Antonio Brown is officially a member of the Tampa Bay Buccaneers. NFL.com’s Ian Rapoport reports (via Twitter) that the two sides have finalized a one-year contract. NFL Network’s Mike Garafolo tweets that the deal is worth slightly more than a minimum salary, although there are per-game roster bonuses, individual incentives, and team incentives.
Besides Brown’s continued antics over the past year-plus, it’s not overly surprising that he had to settle for this kind of incentive-laden deal. Bruce Arians had previously dealt with Brown when he was the wide receivers coach in Pittsburgh, and the Buccaneers head coach had consistently stated that the Bucs wouldn’t be signing the wideout. Perhaps the low-risk contract has partly swayed Arians’ opinion.
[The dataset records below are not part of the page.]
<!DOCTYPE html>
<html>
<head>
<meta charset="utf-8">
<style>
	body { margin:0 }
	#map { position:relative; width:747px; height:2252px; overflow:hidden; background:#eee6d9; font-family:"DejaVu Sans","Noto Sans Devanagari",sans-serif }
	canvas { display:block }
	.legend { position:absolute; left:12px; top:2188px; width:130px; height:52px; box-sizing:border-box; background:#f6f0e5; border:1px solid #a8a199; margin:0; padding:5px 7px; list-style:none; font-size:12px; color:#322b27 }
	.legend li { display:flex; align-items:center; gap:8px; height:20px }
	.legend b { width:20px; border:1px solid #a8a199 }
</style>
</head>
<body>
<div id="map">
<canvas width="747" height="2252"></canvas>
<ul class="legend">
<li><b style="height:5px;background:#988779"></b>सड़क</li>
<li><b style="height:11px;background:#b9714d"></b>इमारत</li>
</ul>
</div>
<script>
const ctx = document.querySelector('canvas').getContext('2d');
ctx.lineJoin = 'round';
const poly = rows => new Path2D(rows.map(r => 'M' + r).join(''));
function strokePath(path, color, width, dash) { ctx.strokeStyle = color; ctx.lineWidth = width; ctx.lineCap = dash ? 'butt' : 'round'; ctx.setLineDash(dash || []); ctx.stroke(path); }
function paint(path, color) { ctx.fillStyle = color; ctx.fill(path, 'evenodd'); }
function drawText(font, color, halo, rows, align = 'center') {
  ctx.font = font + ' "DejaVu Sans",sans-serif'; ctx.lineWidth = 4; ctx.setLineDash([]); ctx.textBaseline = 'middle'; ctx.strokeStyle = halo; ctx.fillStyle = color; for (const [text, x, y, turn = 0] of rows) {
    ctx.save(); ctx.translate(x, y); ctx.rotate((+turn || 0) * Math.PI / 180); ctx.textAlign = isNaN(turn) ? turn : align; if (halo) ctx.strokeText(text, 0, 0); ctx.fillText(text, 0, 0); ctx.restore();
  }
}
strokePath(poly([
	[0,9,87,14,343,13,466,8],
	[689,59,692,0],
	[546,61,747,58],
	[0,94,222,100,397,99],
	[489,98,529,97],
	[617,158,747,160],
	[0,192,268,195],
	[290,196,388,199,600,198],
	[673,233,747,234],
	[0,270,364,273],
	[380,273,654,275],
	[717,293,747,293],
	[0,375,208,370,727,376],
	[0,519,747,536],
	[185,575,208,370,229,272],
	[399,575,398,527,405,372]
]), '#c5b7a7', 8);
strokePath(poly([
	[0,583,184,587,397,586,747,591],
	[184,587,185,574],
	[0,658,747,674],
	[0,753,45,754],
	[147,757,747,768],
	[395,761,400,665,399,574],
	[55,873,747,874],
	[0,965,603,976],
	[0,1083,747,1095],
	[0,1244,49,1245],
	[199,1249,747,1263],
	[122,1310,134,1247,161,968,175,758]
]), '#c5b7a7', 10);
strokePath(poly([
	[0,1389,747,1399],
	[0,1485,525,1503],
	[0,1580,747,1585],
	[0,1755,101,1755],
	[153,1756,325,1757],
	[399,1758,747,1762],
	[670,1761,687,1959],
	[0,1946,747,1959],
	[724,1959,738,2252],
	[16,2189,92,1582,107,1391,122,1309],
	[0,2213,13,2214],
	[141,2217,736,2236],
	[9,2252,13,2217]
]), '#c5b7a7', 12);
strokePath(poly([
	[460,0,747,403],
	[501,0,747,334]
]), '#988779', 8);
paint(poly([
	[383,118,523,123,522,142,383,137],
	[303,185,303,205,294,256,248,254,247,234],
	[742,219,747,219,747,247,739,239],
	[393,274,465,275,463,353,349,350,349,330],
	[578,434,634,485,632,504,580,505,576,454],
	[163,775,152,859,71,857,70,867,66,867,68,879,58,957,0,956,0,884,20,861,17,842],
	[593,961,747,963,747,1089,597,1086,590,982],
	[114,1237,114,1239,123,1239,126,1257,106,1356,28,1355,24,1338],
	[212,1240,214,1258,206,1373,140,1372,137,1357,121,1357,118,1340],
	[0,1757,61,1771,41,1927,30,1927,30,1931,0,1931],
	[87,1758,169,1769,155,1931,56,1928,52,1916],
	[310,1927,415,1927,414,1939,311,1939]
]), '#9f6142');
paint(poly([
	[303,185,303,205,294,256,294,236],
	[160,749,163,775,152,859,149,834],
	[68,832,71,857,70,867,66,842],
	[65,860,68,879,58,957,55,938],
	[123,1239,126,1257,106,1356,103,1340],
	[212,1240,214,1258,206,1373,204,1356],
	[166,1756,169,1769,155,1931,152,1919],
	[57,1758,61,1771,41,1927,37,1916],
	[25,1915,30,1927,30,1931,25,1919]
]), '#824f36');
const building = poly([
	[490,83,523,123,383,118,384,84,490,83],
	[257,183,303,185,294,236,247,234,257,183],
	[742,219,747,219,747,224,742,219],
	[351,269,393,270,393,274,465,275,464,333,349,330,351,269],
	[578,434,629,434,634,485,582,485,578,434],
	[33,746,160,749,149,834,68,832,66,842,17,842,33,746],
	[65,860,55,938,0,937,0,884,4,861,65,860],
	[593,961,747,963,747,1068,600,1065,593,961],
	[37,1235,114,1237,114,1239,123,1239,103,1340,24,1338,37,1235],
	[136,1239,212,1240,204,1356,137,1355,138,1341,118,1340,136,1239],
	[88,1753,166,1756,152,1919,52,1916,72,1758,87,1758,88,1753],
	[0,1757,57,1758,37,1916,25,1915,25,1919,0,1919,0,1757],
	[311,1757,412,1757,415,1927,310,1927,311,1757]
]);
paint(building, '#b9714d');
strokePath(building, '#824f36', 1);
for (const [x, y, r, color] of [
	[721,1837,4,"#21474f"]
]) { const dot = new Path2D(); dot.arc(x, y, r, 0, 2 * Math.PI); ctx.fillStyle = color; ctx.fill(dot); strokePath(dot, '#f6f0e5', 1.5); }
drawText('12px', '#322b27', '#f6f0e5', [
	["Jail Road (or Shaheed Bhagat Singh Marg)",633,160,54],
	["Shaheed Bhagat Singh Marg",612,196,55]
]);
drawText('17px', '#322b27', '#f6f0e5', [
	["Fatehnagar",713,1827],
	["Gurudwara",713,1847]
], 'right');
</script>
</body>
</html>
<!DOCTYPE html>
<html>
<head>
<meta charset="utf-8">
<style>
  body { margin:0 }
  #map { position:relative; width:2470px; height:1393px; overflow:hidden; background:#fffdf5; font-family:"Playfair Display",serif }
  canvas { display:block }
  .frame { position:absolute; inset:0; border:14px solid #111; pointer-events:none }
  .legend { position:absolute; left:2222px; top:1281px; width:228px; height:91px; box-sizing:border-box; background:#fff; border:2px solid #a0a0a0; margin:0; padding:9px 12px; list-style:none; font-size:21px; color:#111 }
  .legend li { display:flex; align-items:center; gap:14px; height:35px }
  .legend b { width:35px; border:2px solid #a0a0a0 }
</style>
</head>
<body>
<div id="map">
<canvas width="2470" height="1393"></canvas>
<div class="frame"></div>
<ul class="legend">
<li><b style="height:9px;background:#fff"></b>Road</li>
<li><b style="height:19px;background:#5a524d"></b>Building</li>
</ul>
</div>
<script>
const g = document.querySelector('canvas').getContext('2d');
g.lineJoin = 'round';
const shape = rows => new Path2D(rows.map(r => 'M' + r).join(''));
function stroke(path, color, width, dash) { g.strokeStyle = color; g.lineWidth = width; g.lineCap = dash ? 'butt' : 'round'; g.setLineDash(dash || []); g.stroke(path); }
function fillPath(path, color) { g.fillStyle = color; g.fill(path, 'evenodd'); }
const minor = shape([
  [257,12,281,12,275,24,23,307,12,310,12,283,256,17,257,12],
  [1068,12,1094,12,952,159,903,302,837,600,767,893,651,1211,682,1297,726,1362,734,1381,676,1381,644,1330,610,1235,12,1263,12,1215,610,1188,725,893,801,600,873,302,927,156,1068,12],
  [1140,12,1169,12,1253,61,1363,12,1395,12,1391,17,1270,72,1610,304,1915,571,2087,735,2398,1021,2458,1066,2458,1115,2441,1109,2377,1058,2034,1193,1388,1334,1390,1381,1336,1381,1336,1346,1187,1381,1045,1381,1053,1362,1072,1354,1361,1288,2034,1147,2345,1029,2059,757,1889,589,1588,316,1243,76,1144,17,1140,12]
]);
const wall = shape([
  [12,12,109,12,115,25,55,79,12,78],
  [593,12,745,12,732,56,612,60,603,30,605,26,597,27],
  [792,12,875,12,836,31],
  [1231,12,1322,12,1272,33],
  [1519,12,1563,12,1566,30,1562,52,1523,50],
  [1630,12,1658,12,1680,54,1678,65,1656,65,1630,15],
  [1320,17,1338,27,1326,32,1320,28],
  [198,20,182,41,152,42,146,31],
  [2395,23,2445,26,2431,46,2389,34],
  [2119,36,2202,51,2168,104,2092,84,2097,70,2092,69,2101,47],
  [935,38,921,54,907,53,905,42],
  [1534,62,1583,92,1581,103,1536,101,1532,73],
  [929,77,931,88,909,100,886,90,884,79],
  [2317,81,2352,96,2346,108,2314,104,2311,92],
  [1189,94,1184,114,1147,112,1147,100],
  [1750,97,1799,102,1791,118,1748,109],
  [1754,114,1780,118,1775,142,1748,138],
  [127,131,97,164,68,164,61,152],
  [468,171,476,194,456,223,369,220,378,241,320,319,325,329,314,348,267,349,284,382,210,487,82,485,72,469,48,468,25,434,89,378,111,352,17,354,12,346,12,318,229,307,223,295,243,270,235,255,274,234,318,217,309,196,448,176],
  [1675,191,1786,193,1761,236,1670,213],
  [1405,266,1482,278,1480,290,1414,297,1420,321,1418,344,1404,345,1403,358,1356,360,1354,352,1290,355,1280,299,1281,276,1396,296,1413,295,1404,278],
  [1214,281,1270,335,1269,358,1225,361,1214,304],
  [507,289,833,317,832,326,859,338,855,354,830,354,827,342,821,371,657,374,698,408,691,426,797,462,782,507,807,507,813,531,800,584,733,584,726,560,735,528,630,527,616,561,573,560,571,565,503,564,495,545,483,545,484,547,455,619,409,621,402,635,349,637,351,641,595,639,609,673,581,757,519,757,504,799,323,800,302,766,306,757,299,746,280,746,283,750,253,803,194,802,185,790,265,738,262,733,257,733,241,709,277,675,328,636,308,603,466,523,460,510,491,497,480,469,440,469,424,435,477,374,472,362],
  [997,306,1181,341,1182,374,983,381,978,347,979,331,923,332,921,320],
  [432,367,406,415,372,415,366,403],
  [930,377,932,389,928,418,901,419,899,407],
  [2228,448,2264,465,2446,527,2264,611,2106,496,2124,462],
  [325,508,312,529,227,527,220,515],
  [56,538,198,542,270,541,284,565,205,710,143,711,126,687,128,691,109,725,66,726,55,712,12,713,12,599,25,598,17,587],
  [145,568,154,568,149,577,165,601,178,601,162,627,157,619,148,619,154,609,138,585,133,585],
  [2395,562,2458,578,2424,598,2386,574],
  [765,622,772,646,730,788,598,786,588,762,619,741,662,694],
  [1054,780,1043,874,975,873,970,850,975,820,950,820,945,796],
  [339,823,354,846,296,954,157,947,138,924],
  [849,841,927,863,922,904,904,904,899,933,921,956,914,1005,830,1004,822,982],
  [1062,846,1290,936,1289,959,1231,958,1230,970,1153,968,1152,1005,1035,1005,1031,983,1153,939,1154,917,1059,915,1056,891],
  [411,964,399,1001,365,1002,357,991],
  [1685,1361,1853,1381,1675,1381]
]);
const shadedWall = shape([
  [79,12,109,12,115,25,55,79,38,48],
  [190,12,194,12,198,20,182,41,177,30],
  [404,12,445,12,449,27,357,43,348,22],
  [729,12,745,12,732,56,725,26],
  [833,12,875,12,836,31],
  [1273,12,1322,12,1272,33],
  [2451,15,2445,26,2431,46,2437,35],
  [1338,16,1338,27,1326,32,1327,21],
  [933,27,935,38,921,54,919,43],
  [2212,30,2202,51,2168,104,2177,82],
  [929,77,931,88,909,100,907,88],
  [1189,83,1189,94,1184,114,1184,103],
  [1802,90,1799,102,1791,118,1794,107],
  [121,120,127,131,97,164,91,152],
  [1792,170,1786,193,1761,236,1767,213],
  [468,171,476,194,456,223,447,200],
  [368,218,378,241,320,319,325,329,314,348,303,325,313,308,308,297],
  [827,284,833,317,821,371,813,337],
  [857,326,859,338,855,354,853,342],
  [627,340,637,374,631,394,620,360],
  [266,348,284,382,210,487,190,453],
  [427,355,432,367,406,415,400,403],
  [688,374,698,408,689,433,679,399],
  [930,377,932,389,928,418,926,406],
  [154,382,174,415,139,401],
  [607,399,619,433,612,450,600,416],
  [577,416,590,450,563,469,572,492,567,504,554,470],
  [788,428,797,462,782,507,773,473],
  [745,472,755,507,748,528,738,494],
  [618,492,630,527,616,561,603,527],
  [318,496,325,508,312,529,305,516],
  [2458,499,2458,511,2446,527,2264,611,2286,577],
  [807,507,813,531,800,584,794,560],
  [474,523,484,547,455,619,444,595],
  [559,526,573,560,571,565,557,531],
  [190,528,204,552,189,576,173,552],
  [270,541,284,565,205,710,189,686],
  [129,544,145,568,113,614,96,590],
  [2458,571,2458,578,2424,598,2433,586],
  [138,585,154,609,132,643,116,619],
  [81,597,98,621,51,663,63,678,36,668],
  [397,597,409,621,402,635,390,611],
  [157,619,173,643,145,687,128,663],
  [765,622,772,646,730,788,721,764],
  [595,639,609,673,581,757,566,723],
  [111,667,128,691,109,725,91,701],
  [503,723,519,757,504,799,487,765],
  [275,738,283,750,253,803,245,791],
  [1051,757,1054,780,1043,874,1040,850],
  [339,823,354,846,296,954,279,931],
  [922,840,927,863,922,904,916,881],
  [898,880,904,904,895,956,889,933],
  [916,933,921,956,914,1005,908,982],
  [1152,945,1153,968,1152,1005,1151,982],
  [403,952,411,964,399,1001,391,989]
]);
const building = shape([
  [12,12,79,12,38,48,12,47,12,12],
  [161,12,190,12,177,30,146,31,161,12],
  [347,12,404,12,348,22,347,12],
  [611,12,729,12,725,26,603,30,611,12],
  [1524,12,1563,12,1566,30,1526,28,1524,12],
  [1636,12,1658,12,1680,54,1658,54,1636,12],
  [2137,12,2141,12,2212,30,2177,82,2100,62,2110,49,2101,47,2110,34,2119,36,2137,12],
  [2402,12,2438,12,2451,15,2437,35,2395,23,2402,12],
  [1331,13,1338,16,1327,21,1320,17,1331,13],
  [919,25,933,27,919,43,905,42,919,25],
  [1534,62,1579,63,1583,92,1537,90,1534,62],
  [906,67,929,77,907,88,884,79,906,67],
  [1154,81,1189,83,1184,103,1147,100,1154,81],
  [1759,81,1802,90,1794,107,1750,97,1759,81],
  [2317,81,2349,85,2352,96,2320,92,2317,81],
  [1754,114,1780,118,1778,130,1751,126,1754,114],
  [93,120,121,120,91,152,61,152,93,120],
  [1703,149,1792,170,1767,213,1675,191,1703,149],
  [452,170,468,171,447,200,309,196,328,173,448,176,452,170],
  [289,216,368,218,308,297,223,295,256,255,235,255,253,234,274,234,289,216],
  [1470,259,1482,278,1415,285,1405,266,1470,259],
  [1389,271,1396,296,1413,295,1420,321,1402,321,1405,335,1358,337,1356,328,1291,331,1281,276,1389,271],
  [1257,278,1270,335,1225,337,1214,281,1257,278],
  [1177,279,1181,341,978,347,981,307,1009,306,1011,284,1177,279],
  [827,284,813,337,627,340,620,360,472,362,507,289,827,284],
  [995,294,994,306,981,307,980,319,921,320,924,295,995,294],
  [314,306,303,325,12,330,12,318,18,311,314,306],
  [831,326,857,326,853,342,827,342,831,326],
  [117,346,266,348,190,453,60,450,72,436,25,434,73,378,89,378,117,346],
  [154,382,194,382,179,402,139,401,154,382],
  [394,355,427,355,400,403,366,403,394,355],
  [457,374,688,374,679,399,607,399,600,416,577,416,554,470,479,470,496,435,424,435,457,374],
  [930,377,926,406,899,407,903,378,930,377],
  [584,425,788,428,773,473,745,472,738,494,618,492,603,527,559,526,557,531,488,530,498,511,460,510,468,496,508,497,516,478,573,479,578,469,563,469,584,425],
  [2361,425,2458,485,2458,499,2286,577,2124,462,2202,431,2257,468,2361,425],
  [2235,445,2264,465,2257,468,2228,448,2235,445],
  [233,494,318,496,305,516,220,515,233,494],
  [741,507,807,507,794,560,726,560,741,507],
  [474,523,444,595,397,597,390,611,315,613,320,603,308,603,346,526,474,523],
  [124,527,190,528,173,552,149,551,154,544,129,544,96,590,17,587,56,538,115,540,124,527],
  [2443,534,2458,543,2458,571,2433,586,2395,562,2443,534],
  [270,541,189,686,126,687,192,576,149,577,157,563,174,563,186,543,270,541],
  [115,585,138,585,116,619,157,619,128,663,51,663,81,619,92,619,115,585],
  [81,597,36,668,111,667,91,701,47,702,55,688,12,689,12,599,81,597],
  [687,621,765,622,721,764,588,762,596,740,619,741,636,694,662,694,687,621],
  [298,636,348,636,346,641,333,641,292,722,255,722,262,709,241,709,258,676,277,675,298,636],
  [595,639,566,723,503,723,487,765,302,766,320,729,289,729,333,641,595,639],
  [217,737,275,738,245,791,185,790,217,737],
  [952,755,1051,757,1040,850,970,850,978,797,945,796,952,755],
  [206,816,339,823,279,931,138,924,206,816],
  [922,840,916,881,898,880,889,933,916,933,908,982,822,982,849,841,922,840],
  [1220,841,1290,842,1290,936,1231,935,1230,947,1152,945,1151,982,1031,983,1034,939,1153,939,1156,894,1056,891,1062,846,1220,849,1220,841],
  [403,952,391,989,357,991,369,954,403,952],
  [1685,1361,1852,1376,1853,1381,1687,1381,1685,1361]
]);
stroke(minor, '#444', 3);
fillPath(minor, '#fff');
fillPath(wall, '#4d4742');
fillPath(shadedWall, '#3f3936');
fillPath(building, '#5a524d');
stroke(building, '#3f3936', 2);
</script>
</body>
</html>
One individual who was clamoring for Brown was Tom Brady. The quarterback is signed through the 2021 season, so if the wide receiver is a productive member of the offense, there’s a chance he could stick around beyond the 2020 campaign.
Here’s some more news and notes pertaining to the AB signing:
- ESPN’s Jenna Laine writes that Brown’s signing is all about maximizing Brady’s window. While Arians may have previously been against adding the wideout, Laine believes Tampa Bay’s continued offensive injuries (a list that includes Mike Evans, Chris Godwin, Scott Miller, and O.J. Howard) may have changed his mind. Plus, Laine writes that the “feeling inside the organization” is that Arians has a strong personality that can keep Brown in line, and there’s also Brady’s positive influence. The writer also points out that Brown was teammates with three members of the coaching staff: offensive coordinator Byron Leftwich, offensive assistant Antwaan Randle El, and outside linebackers coach Larry Foote.
- Sheil Kapadia of The Athletic wonders why the Buccaneers are taking the unnecessary risk of signing Brown. Tampa Bay is leading the NFC in point differential, and while that has mostly been thanks to the defense, the offense has been plenty competent. Brown’s talent means he could naturally provide the passing game with a significant boost, but Kapadia thinks it’s more likely that “he’ll be a problem.”
- Here’s a fun one for fans of conspiracies. Following public reports of the Seahawks interest in Brown, Mike Florio of ProFootballTalk.com wonders why Seattle let that information leak in the first place. One argument could be made that the Seahawks “recklessly invited a competitor to swoop in” and sign the wideout, while another argument could be made that the Seahawks deliberately leaked the news. Why would they do that? Florio writes that the Seahawks may have been doing the modern-day version of the Trojan Horse, hoping that Brown’s signing would derail his suitor’s season. In another piece, Florio notes that those “within league circles” wonder if Pete Carroll “repeatedly confirmed interest in Brown in the hopes that someone else would sign” the receiver.
- Greg Auman of The Athletic explores the 22-month span that saw Brown going from a star wideout with the Steelers to a low-salary, midseason signing with the Buccaneers. The story starts in December of 2018, when Brown was benched for Pittsburgh’s season finale and subsequently missed his exit meeting with Mike Tomlin.